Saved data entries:
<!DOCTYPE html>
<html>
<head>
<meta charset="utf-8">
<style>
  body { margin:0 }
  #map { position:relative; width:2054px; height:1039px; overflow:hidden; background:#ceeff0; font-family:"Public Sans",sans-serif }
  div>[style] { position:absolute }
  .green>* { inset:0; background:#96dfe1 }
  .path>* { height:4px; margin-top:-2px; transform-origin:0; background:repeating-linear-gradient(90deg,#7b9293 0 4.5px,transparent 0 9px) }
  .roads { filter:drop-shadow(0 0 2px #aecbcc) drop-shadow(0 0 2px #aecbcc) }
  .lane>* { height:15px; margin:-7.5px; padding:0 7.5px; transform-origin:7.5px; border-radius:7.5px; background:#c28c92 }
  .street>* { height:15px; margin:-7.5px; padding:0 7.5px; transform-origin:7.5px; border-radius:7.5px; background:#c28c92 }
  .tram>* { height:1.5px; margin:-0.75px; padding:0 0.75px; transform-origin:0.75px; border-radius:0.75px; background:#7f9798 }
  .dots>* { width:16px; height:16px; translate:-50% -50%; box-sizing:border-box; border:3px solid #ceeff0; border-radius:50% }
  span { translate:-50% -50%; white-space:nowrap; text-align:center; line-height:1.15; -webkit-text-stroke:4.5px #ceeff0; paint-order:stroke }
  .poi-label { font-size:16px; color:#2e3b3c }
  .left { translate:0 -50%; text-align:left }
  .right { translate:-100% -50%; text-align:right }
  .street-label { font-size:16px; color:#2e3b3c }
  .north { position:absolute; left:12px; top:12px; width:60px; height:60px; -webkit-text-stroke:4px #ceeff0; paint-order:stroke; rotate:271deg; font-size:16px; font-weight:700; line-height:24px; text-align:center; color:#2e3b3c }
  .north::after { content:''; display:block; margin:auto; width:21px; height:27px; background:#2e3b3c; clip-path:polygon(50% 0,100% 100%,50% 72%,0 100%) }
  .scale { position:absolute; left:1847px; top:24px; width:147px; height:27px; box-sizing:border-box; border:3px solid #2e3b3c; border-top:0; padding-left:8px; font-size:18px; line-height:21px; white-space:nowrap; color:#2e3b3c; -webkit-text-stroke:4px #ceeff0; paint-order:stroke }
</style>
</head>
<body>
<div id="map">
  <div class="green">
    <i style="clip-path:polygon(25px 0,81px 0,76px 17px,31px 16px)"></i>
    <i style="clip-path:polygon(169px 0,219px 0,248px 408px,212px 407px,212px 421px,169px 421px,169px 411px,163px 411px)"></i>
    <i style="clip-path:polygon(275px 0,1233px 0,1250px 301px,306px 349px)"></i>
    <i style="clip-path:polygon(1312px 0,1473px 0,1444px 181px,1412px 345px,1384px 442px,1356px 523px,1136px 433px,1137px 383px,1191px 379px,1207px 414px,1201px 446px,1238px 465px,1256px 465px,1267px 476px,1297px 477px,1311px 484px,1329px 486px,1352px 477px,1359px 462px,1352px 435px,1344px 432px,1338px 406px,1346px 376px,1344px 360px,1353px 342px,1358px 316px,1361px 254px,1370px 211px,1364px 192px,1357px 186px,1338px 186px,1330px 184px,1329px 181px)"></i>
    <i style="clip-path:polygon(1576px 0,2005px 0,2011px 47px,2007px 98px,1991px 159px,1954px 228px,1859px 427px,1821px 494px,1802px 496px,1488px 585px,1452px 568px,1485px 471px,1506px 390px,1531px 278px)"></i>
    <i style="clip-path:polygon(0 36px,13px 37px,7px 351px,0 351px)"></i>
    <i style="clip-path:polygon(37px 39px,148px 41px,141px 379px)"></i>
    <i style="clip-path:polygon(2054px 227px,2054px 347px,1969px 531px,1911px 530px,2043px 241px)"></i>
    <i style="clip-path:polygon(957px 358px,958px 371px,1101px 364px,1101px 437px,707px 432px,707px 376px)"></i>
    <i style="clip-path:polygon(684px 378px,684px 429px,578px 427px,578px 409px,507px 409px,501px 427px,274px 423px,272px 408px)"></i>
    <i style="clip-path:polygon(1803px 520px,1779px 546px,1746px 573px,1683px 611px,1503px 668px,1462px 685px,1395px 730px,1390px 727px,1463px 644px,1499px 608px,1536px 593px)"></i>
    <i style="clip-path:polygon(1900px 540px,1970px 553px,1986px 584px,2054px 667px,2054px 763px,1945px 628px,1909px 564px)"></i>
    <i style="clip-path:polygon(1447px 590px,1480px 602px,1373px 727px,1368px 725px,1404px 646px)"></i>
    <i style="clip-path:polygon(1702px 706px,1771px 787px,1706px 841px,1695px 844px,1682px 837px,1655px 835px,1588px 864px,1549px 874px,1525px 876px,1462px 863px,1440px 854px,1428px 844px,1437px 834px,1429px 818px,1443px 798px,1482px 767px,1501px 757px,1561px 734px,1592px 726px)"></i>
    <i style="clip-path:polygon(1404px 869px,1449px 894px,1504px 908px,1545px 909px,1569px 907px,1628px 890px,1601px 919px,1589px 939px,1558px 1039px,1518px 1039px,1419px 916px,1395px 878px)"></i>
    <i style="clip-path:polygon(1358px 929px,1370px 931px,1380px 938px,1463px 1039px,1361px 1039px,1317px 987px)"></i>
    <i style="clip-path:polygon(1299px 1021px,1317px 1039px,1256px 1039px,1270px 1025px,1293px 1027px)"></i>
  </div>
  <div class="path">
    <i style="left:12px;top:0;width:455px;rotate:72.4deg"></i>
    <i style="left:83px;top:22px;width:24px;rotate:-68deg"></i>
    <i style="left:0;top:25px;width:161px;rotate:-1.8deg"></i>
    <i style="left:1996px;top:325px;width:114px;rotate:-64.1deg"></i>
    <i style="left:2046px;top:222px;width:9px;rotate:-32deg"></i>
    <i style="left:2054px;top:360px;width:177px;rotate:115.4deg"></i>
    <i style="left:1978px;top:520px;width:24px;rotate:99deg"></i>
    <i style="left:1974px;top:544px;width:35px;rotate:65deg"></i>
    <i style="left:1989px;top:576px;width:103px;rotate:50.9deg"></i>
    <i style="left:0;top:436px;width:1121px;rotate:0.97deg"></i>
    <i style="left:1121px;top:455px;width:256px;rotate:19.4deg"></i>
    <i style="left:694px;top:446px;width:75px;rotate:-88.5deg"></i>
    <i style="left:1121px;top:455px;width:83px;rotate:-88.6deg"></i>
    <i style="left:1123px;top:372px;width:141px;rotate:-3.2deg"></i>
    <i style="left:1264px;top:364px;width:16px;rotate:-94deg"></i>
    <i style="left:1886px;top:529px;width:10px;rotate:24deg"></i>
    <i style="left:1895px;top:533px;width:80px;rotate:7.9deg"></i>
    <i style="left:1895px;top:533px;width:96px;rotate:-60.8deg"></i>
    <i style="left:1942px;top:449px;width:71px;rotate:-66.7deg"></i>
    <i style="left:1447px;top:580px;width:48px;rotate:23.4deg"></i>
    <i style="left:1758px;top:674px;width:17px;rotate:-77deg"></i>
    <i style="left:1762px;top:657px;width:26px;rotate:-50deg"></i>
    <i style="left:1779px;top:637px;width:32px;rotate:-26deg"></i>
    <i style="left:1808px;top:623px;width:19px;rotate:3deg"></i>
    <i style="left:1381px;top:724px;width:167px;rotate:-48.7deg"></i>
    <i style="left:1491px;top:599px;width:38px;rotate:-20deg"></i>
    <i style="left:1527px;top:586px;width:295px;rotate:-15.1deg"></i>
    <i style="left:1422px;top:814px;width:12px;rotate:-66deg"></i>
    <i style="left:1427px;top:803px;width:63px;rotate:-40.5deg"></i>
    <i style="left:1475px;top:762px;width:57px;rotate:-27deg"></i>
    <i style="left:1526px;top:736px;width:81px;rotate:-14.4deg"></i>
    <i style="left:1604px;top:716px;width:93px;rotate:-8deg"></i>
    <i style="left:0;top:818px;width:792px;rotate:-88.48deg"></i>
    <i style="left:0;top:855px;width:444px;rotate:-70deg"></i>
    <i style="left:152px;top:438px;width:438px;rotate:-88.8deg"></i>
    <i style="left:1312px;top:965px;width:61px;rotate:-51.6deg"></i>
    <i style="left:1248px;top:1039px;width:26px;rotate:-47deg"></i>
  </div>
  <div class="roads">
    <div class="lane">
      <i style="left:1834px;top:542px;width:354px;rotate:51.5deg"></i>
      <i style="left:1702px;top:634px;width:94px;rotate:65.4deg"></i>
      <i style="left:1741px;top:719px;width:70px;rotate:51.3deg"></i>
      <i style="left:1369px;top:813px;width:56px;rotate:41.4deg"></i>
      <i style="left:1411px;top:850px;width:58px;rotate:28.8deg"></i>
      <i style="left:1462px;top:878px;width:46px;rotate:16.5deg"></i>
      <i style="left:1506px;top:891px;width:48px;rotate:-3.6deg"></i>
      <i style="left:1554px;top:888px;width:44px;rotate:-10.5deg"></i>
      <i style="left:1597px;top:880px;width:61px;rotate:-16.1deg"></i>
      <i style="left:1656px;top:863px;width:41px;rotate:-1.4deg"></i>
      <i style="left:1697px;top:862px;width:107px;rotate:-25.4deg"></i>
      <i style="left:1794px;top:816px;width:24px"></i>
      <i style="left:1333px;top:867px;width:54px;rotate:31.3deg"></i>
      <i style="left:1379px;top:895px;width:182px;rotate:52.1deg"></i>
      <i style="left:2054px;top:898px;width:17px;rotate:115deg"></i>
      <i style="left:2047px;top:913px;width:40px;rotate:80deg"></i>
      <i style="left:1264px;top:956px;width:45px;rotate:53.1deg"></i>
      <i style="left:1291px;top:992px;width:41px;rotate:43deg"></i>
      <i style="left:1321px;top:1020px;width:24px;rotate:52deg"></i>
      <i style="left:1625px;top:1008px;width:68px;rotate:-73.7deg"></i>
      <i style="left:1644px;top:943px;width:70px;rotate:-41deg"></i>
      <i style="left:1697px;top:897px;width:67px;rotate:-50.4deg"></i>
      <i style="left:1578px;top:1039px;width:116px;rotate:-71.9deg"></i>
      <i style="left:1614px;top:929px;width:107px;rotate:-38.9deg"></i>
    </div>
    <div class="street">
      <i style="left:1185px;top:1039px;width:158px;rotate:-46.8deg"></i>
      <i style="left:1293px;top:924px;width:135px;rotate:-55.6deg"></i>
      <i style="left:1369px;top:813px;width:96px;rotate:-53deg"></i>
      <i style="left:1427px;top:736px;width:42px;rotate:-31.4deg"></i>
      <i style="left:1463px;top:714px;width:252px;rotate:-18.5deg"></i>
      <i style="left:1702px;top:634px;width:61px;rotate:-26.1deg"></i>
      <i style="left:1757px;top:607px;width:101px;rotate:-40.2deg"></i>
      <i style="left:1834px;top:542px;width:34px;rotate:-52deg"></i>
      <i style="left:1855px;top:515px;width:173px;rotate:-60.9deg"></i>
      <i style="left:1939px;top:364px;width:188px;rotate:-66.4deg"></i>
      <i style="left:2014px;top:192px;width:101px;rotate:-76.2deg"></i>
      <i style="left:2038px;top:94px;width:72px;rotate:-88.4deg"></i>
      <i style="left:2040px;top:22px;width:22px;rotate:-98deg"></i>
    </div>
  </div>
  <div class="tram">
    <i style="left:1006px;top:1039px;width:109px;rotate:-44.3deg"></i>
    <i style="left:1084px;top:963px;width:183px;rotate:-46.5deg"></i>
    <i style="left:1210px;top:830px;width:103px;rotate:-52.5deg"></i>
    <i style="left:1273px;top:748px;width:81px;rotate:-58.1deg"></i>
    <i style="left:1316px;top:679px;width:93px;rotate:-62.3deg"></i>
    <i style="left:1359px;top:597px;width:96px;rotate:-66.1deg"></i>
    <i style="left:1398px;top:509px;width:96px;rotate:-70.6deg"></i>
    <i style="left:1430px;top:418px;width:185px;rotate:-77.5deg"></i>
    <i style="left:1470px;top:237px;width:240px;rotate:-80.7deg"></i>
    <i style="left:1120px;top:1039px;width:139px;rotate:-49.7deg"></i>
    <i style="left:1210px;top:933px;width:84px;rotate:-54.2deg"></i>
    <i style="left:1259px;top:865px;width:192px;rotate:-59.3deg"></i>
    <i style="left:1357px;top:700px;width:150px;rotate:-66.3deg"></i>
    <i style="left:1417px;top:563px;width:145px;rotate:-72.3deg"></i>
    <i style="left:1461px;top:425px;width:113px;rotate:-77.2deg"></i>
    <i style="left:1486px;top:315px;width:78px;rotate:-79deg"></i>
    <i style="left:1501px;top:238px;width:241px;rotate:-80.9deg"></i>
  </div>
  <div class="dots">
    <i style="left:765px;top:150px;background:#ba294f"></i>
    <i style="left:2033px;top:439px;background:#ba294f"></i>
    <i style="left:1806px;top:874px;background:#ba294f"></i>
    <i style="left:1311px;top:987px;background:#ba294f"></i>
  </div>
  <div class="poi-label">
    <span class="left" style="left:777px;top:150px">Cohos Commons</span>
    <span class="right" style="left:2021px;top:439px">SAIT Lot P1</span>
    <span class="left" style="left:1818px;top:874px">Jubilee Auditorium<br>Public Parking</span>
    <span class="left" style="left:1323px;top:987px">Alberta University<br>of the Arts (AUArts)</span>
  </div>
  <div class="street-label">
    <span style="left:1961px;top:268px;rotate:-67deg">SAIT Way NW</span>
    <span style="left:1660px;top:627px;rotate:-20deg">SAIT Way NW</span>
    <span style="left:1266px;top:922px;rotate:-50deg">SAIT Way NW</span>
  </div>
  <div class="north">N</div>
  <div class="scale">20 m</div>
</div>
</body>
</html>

WHAT THE TASK ASKS:
Quote exactly the stretch of lines above that starts at the first one and ends at the line with "height:4px; margin-top:-2px; transform-origin:0;", and nothing beyond it.

EXERCISE SOLUTION:
<!DOCTYPE html>
<html>
<head>
<meta charset="utf-8">
<style>
  body { margin:0 }
  #map { position:relative; width:2054px; height:1039px; overflow:hidden; background:#ceeff0; font-family:"Public Sans",sans-serif }
  div>[style] { position:absolute }
  .green>* { inset:0; background:#96dfe1 }
  .path>* { height:4px; margin-top:-2px; transform-origin:0; background:repeating-linear-gradient(90deg,#7b9293 0 4.5px,transparent 0 9px) }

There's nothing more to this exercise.